В классических индийских философских системах человеческое «я» оказывалось обусловленным реальностью сверхличного духа, по отношению к которому телесное «я» — временное и преходящее явление. К тому же вера в карму как череду переселения души делает бытие каждого индивида условным, лишает его самостоятельной ценности. «В восточных культурах человек осознает себя и воспринимается во многом в зависимости от той среды, в которой он действует. Человек рассматривается как совокупность партикулярных обязательств и ответственности, вытекающих из его принадлежности к семье, общине, клану, религиозной общине, государству» [2, 247, 248].

Это коренным образом отличает общества Южной Азии от Западной Европы. Если в странах Западной Европы рост неравенства (социального и экономического) был двигателем прогресса, то в Южной Азии, наоборот, ликвидация неравенства ускоряет прогресс [1, 185]. Экономическое неравенство приводит, например, к тому, что преуспевающая часть общества вкладывает деньги не в производство, а в средства роскоши, поэтому единственным путем расширения производства остается консервация всего населения в одинаково бедном состоянии и использование национального дохода для развития производства, инфраструктуры, образования и т. д. И Мюрдаль делает вывод: «Вне всякого сомнения, такое рассмотрение проблемы равенства должно привести к радикальным политическим выводам. Ссылки на западный опыт, не учитывающие условий, характерных для Южной Азии, приводят к довольно консервативным выводам» [1, 186].

Однако эгалитаризм соседствует в культуре Индии со своей противоположностью. «В Индии веками скрупулезно соблюдаются классовые и имущественные различия, а личные отношения характеризуются бессердечностью, поражающей иностранного наблюдателя. Многие из тех, кто искренне выступает за радикальные эгалитарные реформы, проявляют грубость и подчас бессмысленную жестокость, когда сталкиваются с представителями низших слоев населения не как с общественной группой, а как с отдельными индивидуумами. Не удивительно, что в стране с такими устоявшимися взглядами и привычками шумные требования экономической и социальной революции имеют чаще всего показной характер. За этим стоят интересы могущественного крупного капитала, выделяющего необходимые средства для политической деятельности. Большой опыт подсказал им, что радикальные заявления могут служить успокоением для "радикалов" и подменять реальные действия.

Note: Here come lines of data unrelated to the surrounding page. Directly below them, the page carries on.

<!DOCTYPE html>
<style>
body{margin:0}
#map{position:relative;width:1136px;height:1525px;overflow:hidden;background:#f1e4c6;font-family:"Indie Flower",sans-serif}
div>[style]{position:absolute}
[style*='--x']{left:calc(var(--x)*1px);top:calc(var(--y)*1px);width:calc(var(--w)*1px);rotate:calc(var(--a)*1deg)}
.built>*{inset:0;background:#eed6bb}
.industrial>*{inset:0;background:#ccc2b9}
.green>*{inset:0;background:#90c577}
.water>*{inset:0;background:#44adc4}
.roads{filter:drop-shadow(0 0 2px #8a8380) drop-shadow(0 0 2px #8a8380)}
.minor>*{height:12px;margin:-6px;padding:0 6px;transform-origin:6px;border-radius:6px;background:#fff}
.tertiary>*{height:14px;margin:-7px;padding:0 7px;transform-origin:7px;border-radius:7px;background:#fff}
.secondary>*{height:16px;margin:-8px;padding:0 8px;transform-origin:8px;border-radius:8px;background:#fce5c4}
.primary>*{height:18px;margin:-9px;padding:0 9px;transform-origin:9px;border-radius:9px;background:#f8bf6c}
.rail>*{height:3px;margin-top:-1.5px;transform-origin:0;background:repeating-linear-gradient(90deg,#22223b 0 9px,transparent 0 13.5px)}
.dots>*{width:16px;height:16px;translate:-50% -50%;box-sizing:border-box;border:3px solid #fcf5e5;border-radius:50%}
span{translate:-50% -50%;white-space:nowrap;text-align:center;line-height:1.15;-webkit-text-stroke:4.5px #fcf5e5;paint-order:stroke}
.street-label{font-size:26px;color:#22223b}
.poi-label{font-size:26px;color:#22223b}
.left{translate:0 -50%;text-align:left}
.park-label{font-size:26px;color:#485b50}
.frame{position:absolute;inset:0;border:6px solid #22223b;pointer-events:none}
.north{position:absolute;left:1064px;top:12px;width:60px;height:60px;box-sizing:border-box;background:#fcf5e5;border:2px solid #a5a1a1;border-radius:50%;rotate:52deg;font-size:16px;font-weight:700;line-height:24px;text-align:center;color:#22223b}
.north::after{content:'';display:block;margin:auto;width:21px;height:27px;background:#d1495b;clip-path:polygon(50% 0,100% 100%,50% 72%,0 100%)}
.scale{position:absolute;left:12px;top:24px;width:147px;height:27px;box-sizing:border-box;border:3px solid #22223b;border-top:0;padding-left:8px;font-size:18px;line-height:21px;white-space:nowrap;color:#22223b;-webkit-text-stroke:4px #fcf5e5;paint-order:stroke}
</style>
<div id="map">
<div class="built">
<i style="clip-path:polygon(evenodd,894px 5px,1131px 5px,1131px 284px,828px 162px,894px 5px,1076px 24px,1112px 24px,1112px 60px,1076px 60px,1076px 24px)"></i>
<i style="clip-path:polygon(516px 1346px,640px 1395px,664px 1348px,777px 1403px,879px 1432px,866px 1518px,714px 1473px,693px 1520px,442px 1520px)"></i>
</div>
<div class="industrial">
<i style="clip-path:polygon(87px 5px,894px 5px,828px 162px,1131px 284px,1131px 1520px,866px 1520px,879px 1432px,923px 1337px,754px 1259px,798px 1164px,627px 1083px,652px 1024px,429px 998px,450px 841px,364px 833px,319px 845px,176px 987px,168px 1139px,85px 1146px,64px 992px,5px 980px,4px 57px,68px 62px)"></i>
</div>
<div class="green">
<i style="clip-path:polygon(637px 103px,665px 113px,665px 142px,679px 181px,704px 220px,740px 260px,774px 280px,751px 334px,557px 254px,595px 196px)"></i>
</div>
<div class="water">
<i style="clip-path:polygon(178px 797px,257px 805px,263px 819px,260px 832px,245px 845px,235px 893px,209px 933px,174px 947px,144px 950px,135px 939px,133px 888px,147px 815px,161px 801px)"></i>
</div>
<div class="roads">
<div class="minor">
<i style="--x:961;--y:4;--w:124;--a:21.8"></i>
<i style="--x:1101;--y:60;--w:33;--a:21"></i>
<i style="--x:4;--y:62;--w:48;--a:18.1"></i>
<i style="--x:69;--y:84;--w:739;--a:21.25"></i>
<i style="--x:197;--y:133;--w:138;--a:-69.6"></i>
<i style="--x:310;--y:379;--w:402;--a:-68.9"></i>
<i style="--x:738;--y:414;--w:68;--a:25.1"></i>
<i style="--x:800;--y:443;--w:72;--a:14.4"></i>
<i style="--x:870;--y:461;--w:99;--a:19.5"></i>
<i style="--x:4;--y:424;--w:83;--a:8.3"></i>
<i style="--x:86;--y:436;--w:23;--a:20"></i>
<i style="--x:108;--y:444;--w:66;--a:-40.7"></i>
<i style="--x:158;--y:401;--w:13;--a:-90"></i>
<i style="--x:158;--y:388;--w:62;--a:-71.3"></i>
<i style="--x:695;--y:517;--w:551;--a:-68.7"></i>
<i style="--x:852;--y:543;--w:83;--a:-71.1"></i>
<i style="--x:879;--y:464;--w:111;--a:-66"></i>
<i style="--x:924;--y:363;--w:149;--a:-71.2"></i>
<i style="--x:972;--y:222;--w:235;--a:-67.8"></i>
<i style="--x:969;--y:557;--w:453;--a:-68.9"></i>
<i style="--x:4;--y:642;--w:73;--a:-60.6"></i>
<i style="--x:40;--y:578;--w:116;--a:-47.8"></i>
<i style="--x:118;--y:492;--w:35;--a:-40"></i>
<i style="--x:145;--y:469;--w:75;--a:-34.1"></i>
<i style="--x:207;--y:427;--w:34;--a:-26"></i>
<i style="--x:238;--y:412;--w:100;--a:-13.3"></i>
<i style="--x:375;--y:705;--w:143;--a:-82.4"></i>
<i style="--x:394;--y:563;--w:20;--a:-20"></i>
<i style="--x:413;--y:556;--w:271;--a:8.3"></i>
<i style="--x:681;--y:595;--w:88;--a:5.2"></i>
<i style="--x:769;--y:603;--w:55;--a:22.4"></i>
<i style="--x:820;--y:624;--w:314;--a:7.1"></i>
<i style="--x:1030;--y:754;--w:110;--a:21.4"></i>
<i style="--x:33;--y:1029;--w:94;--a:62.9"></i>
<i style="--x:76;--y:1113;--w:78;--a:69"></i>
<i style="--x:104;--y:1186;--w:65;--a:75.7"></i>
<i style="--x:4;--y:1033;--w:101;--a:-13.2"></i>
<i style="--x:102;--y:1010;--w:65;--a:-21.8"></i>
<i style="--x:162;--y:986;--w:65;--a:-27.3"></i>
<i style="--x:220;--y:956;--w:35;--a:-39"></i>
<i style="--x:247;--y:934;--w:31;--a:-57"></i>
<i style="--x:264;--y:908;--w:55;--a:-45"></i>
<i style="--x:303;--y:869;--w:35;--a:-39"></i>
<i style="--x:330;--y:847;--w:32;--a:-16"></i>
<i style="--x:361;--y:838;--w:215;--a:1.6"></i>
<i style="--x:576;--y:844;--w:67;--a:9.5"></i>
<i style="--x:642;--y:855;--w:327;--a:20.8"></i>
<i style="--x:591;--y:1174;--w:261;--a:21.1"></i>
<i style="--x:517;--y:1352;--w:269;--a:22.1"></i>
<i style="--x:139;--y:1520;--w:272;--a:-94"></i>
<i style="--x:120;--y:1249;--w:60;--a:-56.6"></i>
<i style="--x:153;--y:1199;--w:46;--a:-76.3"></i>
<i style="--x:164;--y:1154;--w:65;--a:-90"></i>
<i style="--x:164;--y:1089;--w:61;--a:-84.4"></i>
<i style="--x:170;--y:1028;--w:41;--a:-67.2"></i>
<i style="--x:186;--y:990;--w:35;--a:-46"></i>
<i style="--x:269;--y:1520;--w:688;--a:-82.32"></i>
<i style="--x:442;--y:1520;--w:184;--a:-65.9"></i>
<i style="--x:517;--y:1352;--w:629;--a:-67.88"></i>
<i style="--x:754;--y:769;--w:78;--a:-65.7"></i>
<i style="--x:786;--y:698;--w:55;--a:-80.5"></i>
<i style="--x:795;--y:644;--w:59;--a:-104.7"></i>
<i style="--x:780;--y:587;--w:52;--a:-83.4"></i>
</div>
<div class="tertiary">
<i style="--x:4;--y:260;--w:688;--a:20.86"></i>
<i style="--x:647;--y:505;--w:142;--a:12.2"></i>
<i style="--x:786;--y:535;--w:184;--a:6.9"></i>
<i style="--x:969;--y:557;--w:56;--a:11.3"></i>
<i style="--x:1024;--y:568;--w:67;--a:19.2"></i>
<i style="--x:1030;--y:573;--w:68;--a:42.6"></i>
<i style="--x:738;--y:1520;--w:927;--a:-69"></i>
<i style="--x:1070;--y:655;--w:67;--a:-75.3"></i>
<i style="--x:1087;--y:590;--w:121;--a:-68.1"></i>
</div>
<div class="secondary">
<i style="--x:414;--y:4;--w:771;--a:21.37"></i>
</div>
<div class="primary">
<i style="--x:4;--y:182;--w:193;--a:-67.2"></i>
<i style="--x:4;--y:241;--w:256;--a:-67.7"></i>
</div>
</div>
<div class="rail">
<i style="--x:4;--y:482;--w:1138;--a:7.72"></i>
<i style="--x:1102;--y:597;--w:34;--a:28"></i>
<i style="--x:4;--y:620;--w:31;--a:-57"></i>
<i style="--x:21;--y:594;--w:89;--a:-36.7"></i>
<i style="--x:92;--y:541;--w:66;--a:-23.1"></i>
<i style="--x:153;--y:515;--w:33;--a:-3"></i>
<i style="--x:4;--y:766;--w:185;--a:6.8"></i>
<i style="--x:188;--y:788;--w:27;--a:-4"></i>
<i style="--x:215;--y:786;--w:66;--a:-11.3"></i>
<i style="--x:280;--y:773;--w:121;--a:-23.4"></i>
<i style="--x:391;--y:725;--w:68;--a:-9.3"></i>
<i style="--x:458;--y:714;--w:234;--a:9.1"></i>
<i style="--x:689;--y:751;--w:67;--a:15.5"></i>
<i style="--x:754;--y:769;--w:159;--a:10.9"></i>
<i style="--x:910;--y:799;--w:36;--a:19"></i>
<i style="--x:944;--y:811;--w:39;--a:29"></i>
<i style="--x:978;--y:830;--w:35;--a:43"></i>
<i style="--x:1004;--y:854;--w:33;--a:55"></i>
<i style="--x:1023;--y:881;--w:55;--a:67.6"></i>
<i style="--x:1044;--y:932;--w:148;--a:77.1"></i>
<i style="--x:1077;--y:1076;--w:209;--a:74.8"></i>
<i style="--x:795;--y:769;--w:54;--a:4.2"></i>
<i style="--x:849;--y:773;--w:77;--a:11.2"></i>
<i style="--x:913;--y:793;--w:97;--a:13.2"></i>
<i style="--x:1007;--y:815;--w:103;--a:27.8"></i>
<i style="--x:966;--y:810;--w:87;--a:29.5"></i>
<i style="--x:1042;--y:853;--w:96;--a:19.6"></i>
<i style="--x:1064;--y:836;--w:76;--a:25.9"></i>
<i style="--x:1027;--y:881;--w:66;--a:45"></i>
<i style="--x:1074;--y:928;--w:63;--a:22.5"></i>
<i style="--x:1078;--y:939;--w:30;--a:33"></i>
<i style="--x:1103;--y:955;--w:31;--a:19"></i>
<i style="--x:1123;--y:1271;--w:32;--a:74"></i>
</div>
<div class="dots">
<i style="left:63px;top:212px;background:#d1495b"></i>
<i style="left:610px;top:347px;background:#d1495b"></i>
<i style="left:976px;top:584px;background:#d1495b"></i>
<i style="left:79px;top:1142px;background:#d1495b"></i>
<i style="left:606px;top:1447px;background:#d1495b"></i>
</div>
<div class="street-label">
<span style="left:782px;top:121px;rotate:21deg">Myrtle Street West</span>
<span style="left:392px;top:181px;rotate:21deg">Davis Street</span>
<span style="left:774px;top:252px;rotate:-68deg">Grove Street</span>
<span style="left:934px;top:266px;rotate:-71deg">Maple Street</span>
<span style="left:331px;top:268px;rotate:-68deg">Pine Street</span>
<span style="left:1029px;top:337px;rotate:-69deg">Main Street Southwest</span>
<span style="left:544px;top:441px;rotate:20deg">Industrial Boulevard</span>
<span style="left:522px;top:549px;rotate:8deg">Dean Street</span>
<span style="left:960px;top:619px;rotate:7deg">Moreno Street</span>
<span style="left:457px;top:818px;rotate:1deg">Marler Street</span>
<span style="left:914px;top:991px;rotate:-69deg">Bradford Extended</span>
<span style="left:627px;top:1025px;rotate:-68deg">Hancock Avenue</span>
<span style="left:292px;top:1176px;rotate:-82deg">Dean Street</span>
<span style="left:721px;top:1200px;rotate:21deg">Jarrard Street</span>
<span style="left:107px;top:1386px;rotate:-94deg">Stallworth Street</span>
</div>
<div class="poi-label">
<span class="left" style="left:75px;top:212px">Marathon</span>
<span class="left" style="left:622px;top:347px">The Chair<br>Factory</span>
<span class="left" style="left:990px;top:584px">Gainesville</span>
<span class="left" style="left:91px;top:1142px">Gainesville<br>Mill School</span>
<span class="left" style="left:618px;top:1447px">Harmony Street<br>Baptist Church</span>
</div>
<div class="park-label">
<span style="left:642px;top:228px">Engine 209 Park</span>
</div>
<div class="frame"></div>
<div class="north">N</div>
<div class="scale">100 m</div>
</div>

Индия управляется избранной группой людей из высших слоев населения, которые используют политическую власть для защиты своего привилегированного положения. Большинство членов парламента и законодательных собраний, избранных в результате всеобщих выборов, принадлежит к привилегированным классам. Они, не мешкая, голосуют за высокие оклады для себя и строительство домов с удобствами гораздо выше среднего уровня. Награждая себя политическими постами, присваивая привилегии, прибегая к различным видам коррупции, они часто извлекают еще больше выгод из своего положения как представителей народа. Естественно, эти политики не хотят принимать реформ, которые могли бы эффективно урезать власть и богатство высших слоев общества. Им противостоят массы, которые чрезвычайно бедны, забиты и безгласны, разъединены кастовой системой, обременены общинными узами. Они не организованы в такой мере, чтобы предъявить высшим слоям общества требования о более справедливом обращении. Они даже не представляют достаточно ясно свое бедственное положение и считают, что их тяжелая судьба предопределена небесами» [1, 192—193].

Самым актуальным в странах Южной Азии являются преобразования, направленные на повышение эффективности сельского хозяйства, в котором занята очень большая часть населения. В противовес западным странам, считает Мюрдаль, в условиях Южной Азии успехи на пути к достижению социально-экономического равенства являются предпосылкой значительного и устойчивого увеличения производства. Политика проведения земельных реформ, в которой проблема неравноправия обходится, вряд ли приведет к существенным, а тем более прочным результатам [1, 527].

Мюрдаль приходит к выводу о том, что в сложившейся веками практике землепользования в странах Южной Азии из всех предложений о земельной реформе национализация земельных владений могла бы показаться более благоприятной альтернативой. В этом случае можно было бы преодолеть фрагментацию и распыление мелких участков, ввести рациональные методы землепользования и планирования, более продуктивно использовать технические возможности ирригации и достичь большей экономии, которую дает рациональное использование источников электроэнергии. Все эти преимущества убедительно говорят в пользу предложений о широких мерах по объединению существующих земельных владений в более крупные коммерческие хозяйства [1, 532].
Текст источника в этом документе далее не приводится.